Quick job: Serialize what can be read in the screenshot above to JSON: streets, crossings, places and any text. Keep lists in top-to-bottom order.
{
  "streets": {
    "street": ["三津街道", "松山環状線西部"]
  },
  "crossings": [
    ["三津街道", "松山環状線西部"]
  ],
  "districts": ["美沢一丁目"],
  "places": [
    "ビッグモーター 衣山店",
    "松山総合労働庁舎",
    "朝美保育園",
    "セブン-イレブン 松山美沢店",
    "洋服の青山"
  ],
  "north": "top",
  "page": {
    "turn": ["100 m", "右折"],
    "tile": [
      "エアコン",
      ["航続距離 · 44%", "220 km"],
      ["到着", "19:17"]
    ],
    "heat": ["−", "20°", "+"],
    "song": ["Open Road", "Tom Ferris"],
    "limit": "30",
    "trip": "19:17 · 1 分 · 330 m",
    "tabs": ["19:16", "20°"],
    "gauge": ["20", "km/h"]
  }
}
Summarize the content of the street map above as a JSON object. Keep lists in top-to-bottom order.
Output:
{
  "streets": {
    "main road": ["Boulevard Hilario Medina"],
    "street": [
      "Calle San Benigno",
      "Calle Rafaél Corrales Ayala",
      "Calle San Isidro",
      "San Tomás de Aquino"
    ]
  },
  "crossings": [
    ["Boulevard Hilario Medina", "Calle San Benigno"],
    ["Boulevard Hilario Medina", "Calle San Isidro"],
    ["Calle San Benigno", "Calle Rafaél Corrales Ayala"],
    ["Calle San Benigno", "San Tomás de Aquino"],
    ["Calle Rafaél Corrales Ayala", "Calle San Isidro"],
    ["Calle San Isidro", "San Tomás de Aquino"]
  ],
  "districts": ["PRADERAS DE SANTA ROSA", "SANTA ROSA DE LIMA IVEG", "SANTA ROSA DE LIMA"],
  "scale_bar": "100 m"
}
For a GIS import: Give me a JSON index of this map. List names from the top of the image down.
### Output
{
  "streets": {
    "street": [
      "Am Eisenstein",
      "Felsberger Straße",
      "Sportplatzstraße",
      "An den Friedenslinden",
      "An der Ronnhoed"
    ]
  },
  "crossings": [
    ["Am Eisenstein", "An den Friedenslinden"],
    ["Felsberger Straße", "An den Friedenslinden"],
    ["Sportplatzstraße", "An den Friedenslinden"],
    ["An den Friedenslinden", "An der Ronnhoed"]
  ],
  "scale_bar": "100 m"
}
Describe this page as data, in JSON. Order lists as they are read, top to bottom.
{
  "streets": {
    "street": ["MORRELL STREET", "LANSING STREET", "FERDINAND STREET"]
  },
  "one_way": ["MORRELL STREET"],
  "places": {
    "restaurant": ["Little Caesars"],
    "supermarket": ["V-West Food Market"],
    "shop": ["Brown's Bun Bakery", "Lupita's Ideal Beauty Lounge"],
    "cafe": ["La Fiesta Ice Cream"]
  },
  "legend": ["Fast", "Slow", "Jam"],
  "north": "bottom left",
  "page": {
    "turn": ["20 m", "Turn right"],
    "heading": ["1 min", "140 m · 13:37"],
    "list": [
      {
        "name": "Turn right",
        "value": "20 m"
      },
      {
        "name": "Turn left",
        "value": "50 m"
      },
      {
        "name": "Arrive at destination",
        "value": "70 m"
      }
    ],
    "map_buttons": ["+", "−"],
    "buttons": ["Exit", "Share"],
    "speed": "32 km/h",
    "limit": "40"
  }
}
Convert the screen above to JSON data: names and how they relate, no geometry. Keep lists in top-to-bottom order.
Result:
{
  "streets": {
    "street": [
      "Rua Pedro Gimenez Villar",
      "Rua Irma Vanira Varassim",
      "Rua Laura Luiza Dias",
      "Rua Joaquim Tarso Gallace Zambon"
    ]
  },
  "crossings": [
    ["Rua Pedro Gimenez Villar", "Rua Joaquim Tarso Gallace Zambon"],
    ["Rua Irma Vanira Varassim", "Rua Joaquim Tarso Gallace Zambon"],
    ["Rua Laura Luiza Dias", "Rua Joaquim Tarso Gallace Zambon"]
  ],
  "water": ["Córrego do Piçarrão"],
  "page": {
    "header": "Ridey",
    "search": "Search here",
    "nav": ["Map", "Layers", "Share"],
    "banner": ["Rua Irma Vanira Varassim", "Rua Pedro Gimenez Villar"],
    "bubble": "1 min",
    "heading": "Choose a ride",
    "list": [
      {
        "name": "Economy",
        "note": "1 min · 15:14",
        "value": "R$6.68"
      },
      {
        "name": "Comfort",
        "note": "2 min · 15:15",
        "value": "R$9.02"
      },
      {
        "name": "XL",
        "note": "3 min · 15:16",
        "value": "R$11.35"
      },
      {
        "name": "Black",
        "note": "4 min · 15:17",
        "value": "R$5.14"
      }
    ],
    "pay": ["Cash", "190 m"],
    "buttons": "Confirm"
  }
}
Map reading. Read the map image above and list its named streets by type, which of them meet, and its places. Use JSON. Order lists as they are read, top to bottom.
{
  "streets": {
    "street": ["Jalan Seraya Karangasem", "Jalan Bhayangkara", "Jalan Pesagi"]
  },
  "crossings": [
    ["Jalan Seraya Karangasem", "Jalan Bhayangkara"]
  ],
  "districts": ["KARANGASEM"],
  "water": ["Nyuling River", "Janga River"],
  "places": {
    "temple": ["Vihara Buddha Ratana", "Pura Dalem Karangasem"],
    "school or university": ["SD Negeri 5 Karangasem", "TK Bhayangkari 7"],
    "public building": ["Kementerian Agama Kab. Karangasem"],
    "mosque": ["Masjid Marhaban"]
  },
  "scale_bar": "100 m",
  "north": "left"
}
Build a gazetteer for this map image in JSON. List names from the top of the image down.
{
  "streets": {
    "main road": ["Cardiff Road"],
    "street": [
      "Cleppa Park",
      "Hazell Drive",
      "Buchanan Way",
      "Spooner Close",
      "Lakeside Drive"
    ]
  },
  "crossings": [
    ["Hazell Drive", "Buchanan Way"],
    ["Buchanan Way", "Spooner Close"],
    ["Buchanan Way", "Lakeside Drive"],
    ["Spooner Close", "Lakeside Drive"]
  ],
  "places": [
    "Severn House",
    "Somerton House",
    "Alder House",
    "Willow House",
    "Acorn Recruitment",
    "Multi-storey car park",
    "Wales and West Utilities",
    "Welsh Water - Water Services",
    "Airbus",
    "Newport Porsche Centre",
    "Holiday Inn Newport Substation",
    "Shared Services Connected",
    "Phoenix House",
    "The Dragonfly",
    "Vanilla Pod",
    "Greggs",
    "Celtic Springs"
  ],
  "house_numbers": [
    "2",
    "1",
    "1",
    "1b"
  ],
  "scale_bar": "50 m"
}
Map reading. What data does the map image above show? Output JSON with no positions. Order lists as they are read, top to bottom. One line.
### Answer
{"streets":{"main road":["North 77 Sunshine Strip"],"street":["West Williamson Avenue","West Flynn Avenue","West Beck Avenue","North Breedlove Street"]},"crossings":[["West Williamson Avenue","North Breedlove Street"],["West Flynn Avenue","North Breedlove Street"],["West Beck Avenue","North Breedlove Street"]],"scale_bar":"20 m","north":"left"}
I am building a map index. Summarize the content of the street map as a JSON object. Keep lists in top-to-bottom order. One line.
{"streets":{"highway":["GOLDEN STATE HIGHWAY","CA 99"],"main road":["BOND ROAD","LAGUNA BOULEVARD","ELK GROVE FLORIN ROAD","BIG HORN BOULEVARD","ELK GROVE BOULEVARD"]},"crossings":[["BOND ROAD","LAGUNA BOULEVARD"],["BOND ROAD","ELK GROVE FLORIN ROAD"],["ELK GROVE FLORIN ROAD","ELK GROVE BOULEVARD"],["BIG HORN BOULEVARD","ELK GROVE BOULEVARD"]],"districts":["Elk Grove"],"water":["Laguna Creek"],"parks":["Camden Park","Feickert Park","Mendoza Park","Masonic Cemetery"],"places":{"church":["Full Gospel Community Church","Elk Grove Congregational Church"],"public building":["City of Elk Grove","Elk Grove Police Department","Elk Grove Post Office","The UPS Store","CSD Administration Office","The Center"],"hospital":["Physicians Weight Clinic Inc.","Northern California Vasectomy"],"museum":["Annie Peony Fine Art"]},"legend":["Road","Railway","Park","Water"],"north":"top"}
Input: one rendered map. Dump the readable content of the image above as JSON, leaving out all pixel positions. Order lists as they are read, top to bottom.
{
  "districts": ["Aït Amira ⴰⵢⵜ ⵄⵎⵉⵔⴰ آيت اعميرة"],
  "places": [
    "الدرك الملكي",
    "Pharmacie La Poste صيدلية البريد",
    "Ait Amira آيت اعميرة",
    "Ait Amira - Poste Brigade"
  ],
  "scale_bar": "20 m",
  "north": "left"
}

Exercise:
Return exactly the leading lines of the listing, stopping after the line in which "Summarize the content of the street map above" occurs.

Written solution:
Quick job: Serialize what can be read in the screenshot above to JSON: streets, crossings, places and any text. Keep lists in top-to-bottom order.
{
  "streets": {
    "street": ["三津街道", "松山環状線西部"]
  },
  "crossings": [
    ["三津街道", "松山環状線西部"]
  ],
  "districts": ["美沢一丁目"],
  "places": [
    "ビッグモーター 衣山店",
    "松山総合労働庁舎",
    "朝美保育園",
    "セブン-イレブン 松山美沢店",
    "洋服の青山"
  ],
  "north": "top",
  "page": {
    "turn": ["100 m", "右折"],
    "tile": [
      "エアコン",
      ["航続距離 · 44%", "220 km"],
      ["到着", "19:17"]
    ],
    "heat": ["−", "20°", "+"],
    "song": ["Open Road", "Tom Ferris"],
    "limit": "30",
    "trip": "19:17 · 1 分 · 330 m",
    "tabs": ["19:16", "20°"],
    "gauge": ["20", "km/h"]
  }
}
Summarize the content of the street map above as a JSON object. Keep lists in top-to-bottom order.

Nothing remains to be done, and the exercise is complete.